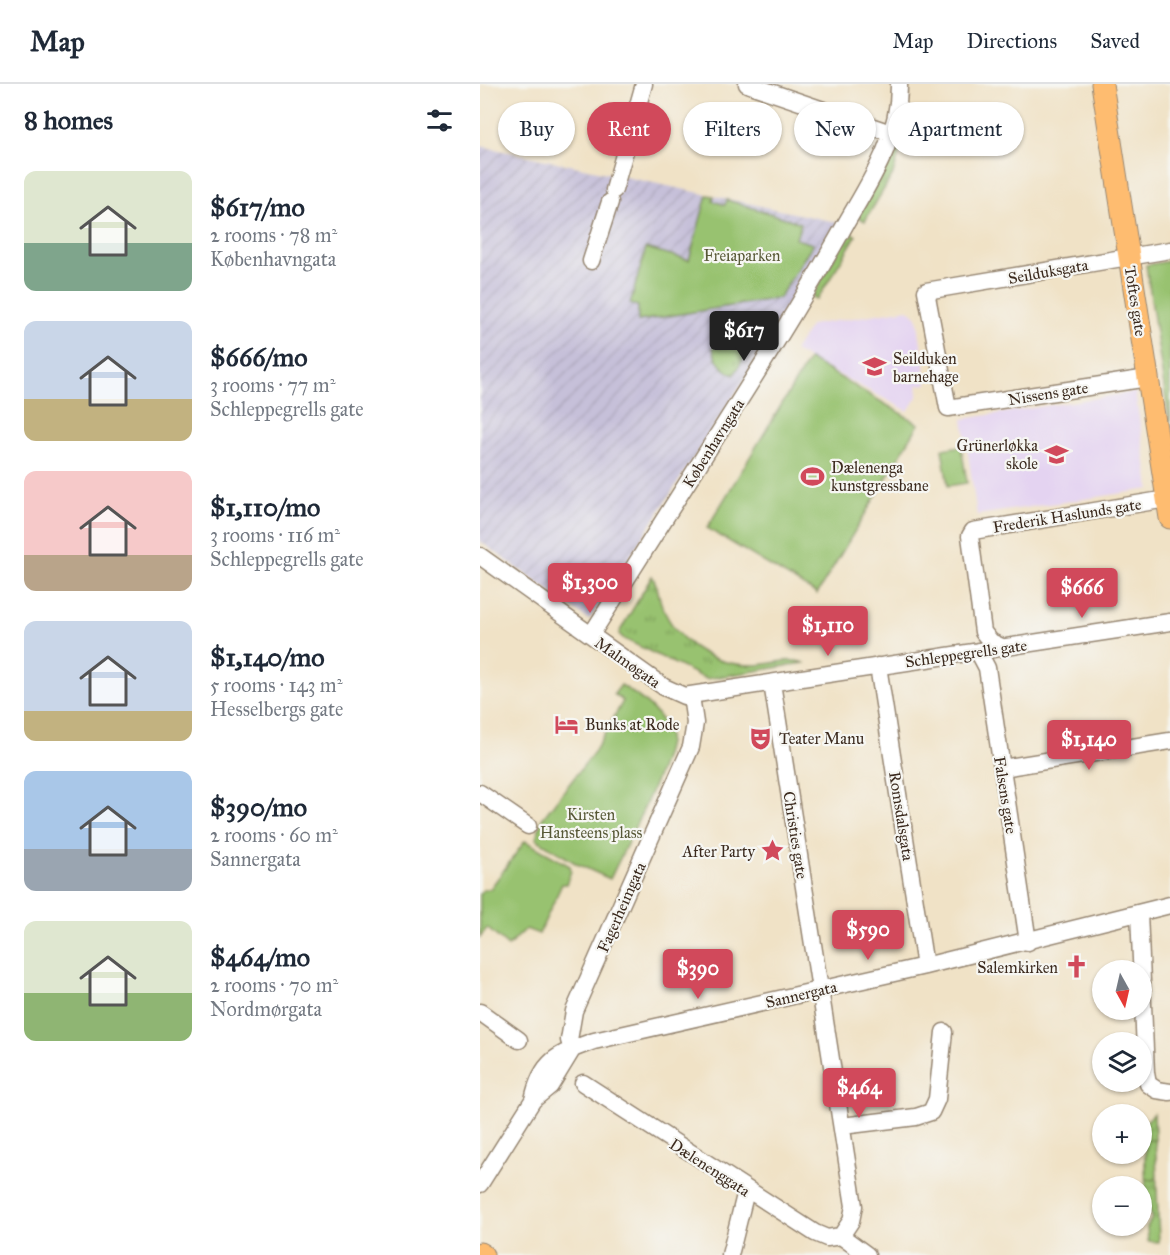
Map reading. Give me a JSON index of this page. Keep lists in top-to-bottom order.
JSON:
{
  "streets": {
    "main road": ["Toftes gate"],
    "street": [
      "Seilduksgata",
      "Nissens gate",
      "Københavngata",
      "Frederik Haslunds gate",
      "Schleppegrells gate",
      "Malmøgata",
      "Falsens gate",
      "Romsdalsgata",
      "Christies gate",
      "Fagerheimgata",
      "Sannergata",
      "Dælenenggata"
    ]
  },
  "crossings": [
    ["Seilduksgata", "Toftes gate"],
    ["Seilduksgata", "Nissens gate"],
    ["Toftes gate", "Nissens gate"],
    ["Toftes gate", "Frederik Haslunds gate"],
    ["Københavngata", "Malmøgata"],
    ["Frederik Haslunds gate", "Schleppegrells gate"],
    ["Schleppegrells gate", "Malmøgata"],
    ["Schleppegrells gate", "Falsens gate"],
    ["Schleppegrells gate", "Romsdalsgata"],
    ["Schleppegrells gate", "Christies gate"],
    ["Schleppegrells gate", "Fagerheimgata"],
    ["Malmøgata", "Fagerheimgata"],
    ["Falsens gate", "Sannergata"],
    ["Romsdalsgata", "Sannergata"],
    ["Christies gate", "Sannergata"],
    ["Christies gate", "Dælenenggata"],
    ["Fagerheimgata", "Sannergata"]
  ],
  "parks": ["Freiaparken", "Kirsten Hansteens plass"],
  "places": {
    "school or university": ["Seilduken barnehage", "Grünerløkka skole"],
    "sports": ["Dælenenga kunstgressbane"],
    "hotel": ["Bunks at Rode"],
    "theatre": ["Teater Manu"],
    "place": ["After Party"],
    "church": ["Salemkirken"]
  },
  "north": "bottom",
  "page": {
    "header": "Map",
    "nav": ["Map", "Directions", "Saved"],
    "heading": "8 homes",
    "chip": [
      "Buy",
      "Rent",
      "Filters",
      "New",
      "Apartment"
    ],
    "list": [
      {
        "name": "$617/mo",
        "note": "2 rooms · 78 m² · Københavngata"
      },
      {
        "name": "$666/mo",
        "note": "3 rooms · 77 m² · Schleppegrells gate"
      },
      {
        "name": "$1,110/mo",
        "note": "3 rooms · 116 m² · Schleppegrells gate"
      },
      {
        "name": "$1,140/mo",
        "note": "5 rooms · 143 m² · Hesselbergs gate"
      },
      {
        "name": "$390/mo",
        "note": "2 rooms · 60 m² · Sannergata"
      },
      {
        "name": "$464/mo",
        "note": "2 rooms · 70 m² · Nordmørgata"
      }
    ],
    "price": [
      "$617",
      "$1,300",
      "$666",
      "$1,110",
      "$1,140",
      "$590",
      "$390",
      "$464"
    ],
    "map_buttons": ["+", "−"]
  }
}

#### [About this task]
Word for word, restate all of the data, but do not copy the pictures.

#### [Result of this task]
Map reading. Give me a JSON index of this page. Keep lists in top-to-bottom order.
JSON:
{
  "streets": {
    "main road": ["Toftes gate"],
    "street": [
      "Seilduksgata",
      "Nissens gate",
      "Københavngata",
      "Frederik Haslunds gate",
      "Schleppegrells gate",
      "Malmøgata",
      "Falsens gate",
      "Romsdalsgata",
      "Christies gate",
      "Fagerheimgata",
      "Sannergata",
      "Dælenenggata"
    ]
  },
  "crossings": [
    ["Seilduksgata", "Toftes gate"],
    ["Seilduksgata", "Nissens gate"],
    ["Toftes gate", "Nissens gate"],
    ["Toftes gate", "Frederik Haslunds gate"],
    ["Københavngata", "Malmøgata"],
    ["Frederik Haslunds gate", "Schleppegrells gate"],
    ["Schleppegrells gate", "Malmøgata"],
    ["Schleppegrells gate", "Falsens gate"],
    ["Schleppegrells gate", "Romsdalsgata"],
    ["Schleppegrells gate", "Christies gate"],
    ["Schleppegrells gate", "Fagerheimgata"],
    ["Malmøgata", "Fagerheimgata"],
    ["Falsens gate", "Sannergata"],
    ["Romsdalsgata", "Sannergata"],
    ["Christies gate", "Sannergata"],
    ["Christies gate", "Dælenenggata"],
    ["Fagerheimgata", "Sannergata"]
  ],
  "parks": ["Freiaparken", "Kirsten Hansteens plass"],
  "places": {
    "school or university": ["Seilduken barnehage", "Grünerløkka skole"],
    "sports": ["Dælenenga kunstgressbane"],
    "hotel": ["Bunks at Rode"],
    "theatre": ["Teater Manu"],
    "place": ["After Party"],
    "church": ["Salemkirken"]
  },
  "north": "bottom",
  "page": {
    "header": "Map",
    "nav": ["Map", "Directions", "Saved"],
    "heading": "8 homes",
    "chip": [
      "Buy",
      "Rent",
      "Filters",
      "New",
      "Apartment"
    ],
    "list": [
      {
        "name": "$617/mo",
        "note": "2 rooms · 78 m² · Københavngata"
      },
      {
        "name": "$666/mo",
        "note": "3 rooms · 77 m² · Schleppegrells gate"
      },
      {
        "name": "$1,110/mo",
        "note": "3 rooms · 116 m² · Schleppegrells gate"
      },
      {
        "name": "$1,140/mo",
        "note": "5 rooms · 143 m² · Hesselbergs gate"
      },
      {
        "name": "$390/mo",
        "note": "2 rooms · 60 m² · Sannergata"
      },
      {
        "name": "$464/mo",
        "note": "2 rooms · 70 m² · Nordmørgata"
      }
    ],
    "price": [
      "$617",
      "$1,300",
      "$666",
      "$1,110",
      "$1,140",
      "$590",
      "$390",
      "$464"
    ],
    "map_buttons": ["+", "−"]
  }
}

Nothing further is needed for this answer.